**Task to carry out**
Output all records exactly, with no images.

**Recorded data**
◆ ◆ ◆ ◆
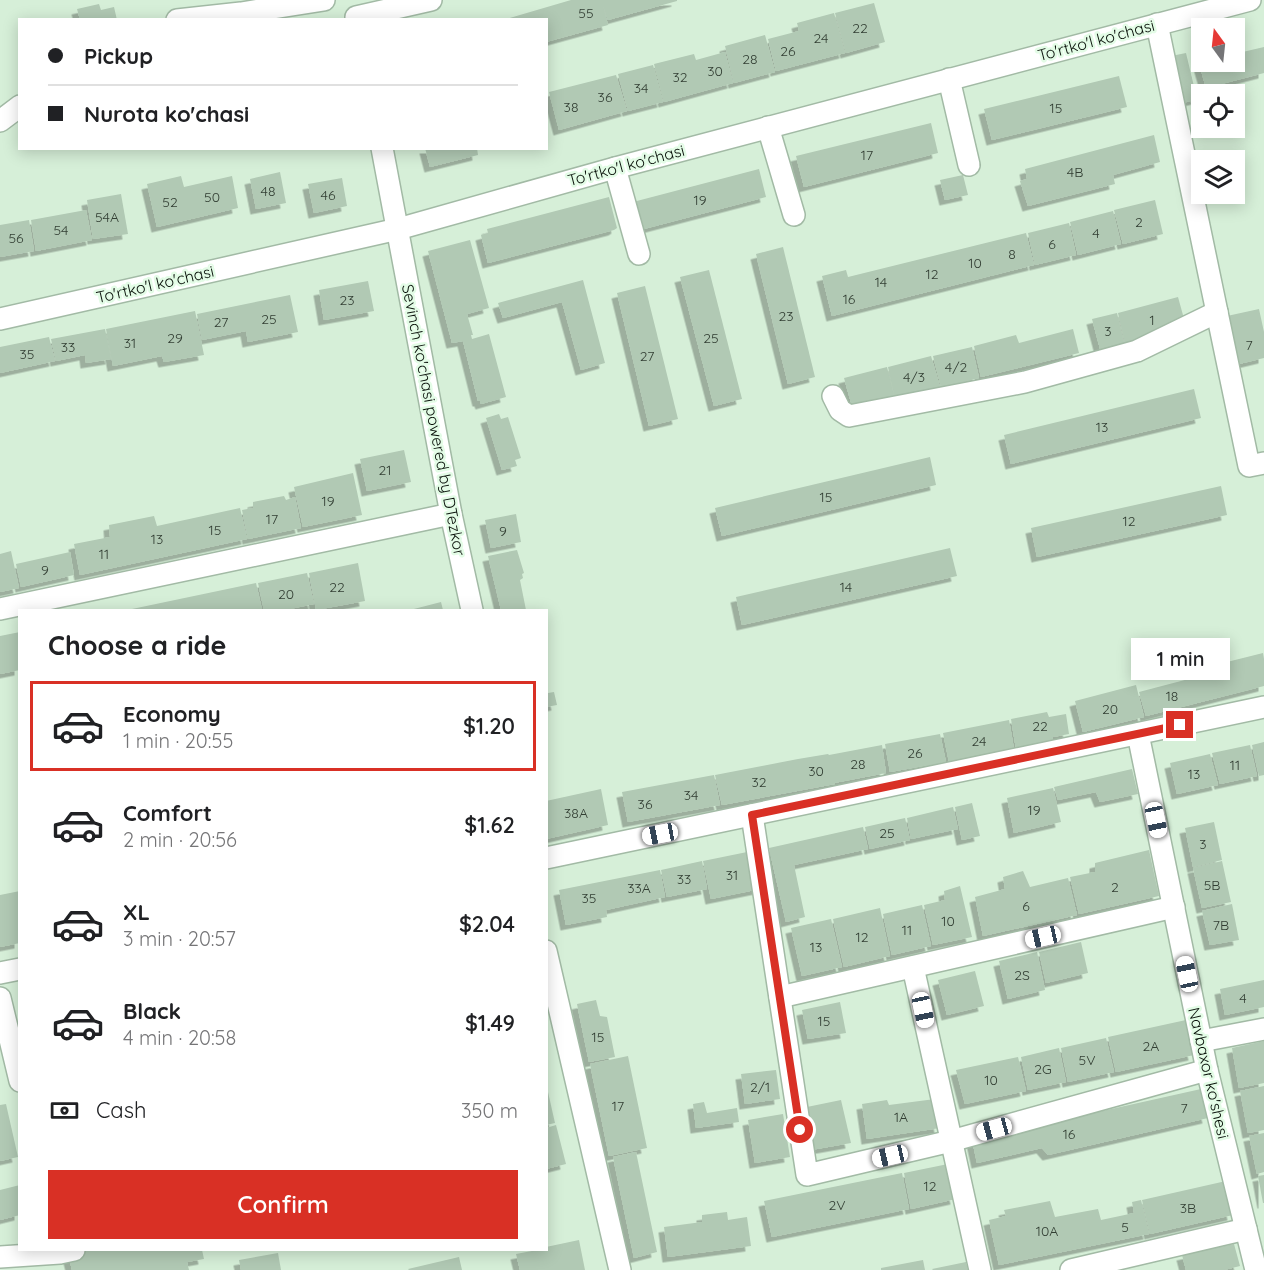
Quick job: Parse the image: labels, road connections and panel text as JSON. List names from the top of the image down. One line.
{"streets":{"street":["To'rtko'l ko'chasi","Sevinch ko'chasi powered by DTezkor","Navbaxor ko'shesi"]},"crossings":[["To'rtko'l ko'chasi","Sevinch ko'chasi powered by DTezkor"]],"house_numbers":["55","22","24","26","28","30","32","34","36","38","15","17","4B","48","46","50","19","52","54A","2","54","4","56","6","8","10","12","14","16","23","23","25","1","27","3","29","25","31","7","33","35","27","4/2","4/3","13","21","15","19","17","12","15","9","13","11","9","22","14","20","18","20","22","24","26","28","11","30","13","32","34","36","19","38A","25","3","31","33","5B","2","33A","35","6","10","7B","11","12","13","2S","4","15","15","2A","5V","2G","10","2/1","17","7","1A","16","12","2V","3B","5","10A"],"north":"top","page":{"banner":["Pickup","Nurota ko'chasi"],"heading":"Choose a ride","bubble":"1 min","list":[{"name":"Economy","note":"1 min · 20:55","value":"$1.20"},{"name":"Comfort","note":"2 min · 20:56","value":"$1.62"},{"name":"XL","note":"3 min · 20:57","value":"$2.04"},{"name":"Black","note":"4 min · 20:58","value":"$1.49"}],"pay":["Cash","350 m"],"buttons":"Confirm"}}
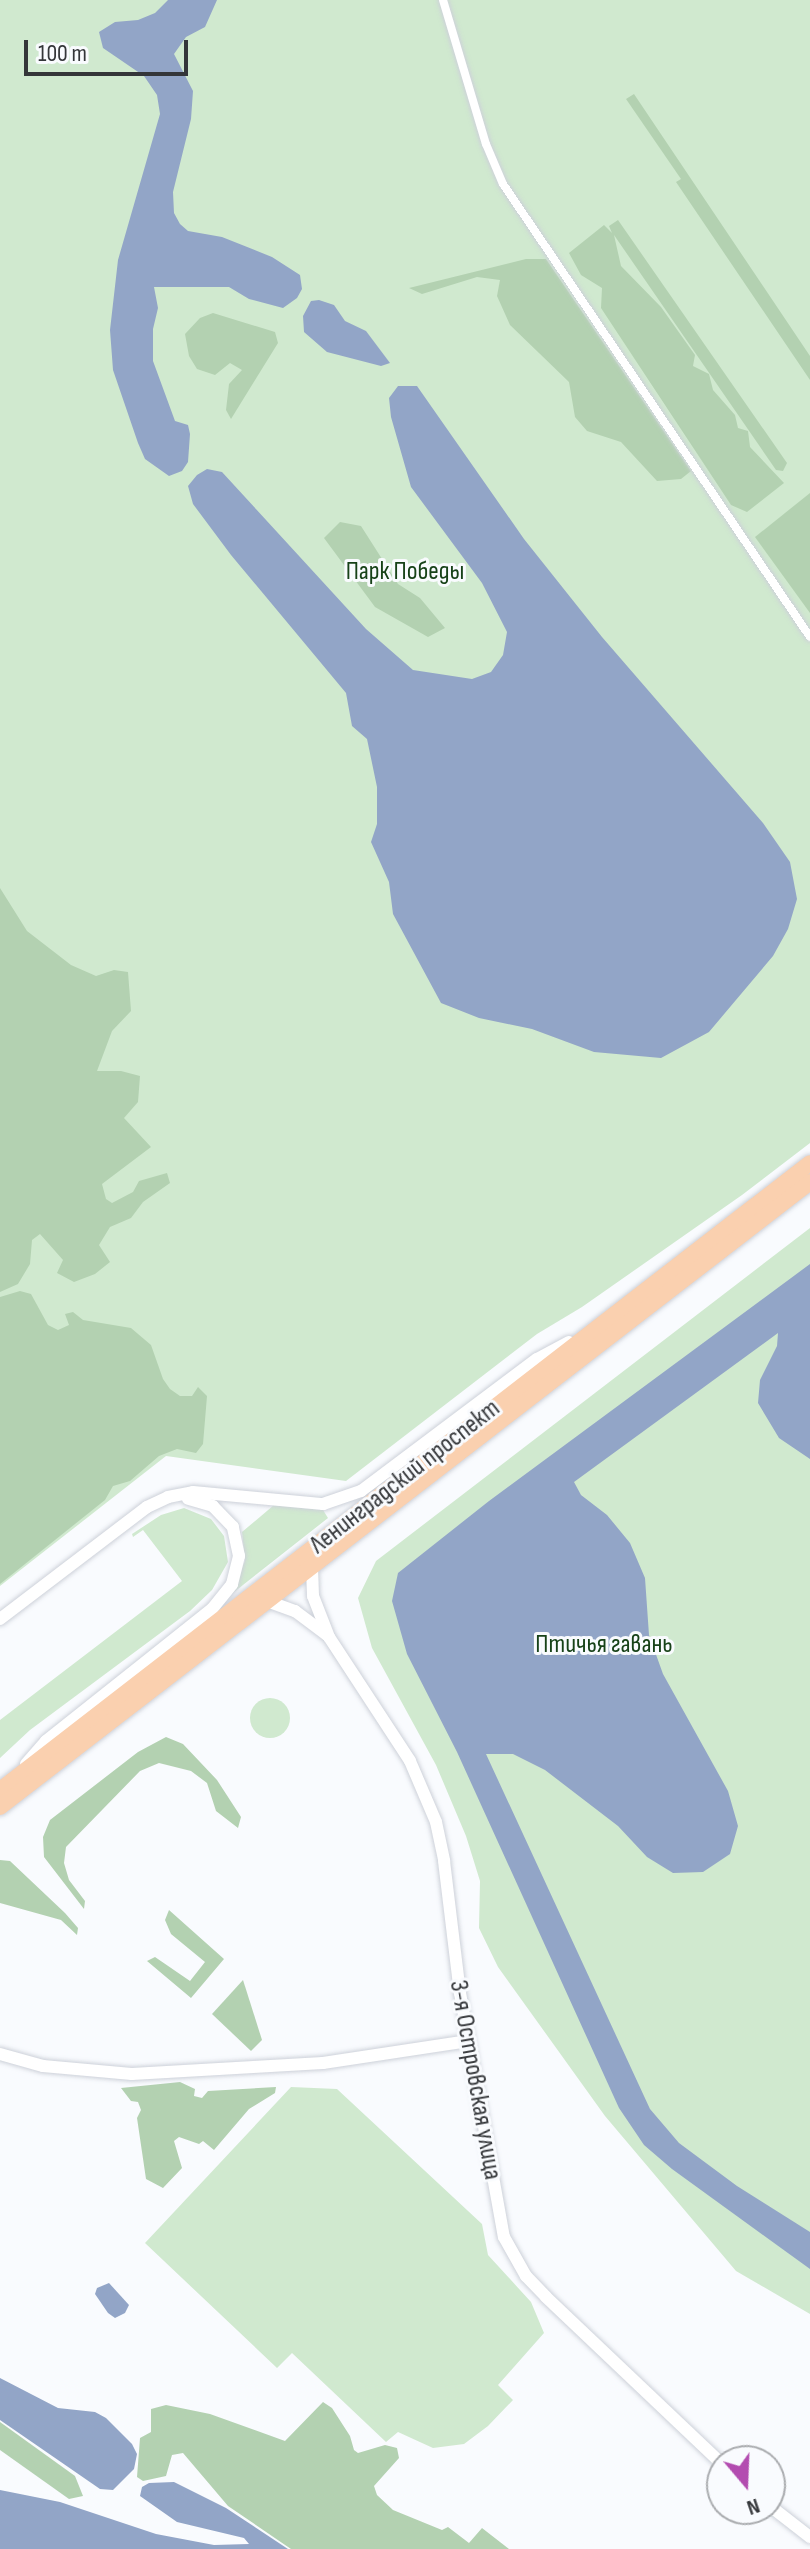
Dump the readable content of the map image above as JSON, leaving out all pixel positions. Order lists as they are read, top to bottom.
{
  "streets": {
    "main road": ["Ленинградский проспект"],
    "street": ["3-я Островская улица"]
  },
  "parks": ["Парк Победы", "Птичья гавань"],
  "scale_bar": "100 m",
  "north": "bottom"
}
◆ ◆ ◆ ◆
**Response below**
Quick job: Parse the image: labels, road connections and panel text as JSON. List names from the top of the image down. One line.
{"streets":{"street":["To'rtko'l ko'chasi","Sevinch ko'chasi powered by DTezkor","Navbaxor ko'shesi"]},"crossings":[["To'rtko'l ko'chasi","Sevinch ko'chasi powered by DTezkor"]],"house_numbers":["55","22","24","26","28","30","32","34","36","38","15","17","4B","48","46","50","19","52","54A","2","54","4","56","6","8","10","12","14","16","23","23","25","1","27","3","29","25","31","7","33","35","27","4/2","4/3","13","21","15","19","17","12","15","9","13","11","9","22","14","20","18","20","22","24","26","28","11","30","13","32","34","36","19","38A","25","3","31","33","5B","2","33A","35","6","10","7B","11","12","13","2S","4","15","15","2A","5V","2G","10","2/1","17","7","1A","16","12","2V","3B","5","10A"],"north":"top","page":{"banner":["Pickup","Nurota ko'chasi"],"heading":"Choose a ride","bubble":"1 min","list":[{"name":"Economy","note":"1 min · 20:55","value":"$1.20"},{"name":"Comfort","note":"2 min · 20:56","value":"$1.62"},{"name":"XL","note":"3 min · 20:57","value":"$2.04"},{"name":"Black","note":"4 min · 20:58","value":"$1.49"}],"pay":["Cash","350 m"],"buttons":"Confirm"}}
Dump the readable content of the map image above as JSON, leaving out all pixel positions. Order lists as they are read, top to bottom.
{
  "streets": {
    "main road": ["Ленинградский проспект"],
    "street": ["3-я Островская улица"]
  },
  "parks": ["Парк Победы", "Птичья гавань"],
  "scale_bar": "100 m",
  "north": "bottom"
}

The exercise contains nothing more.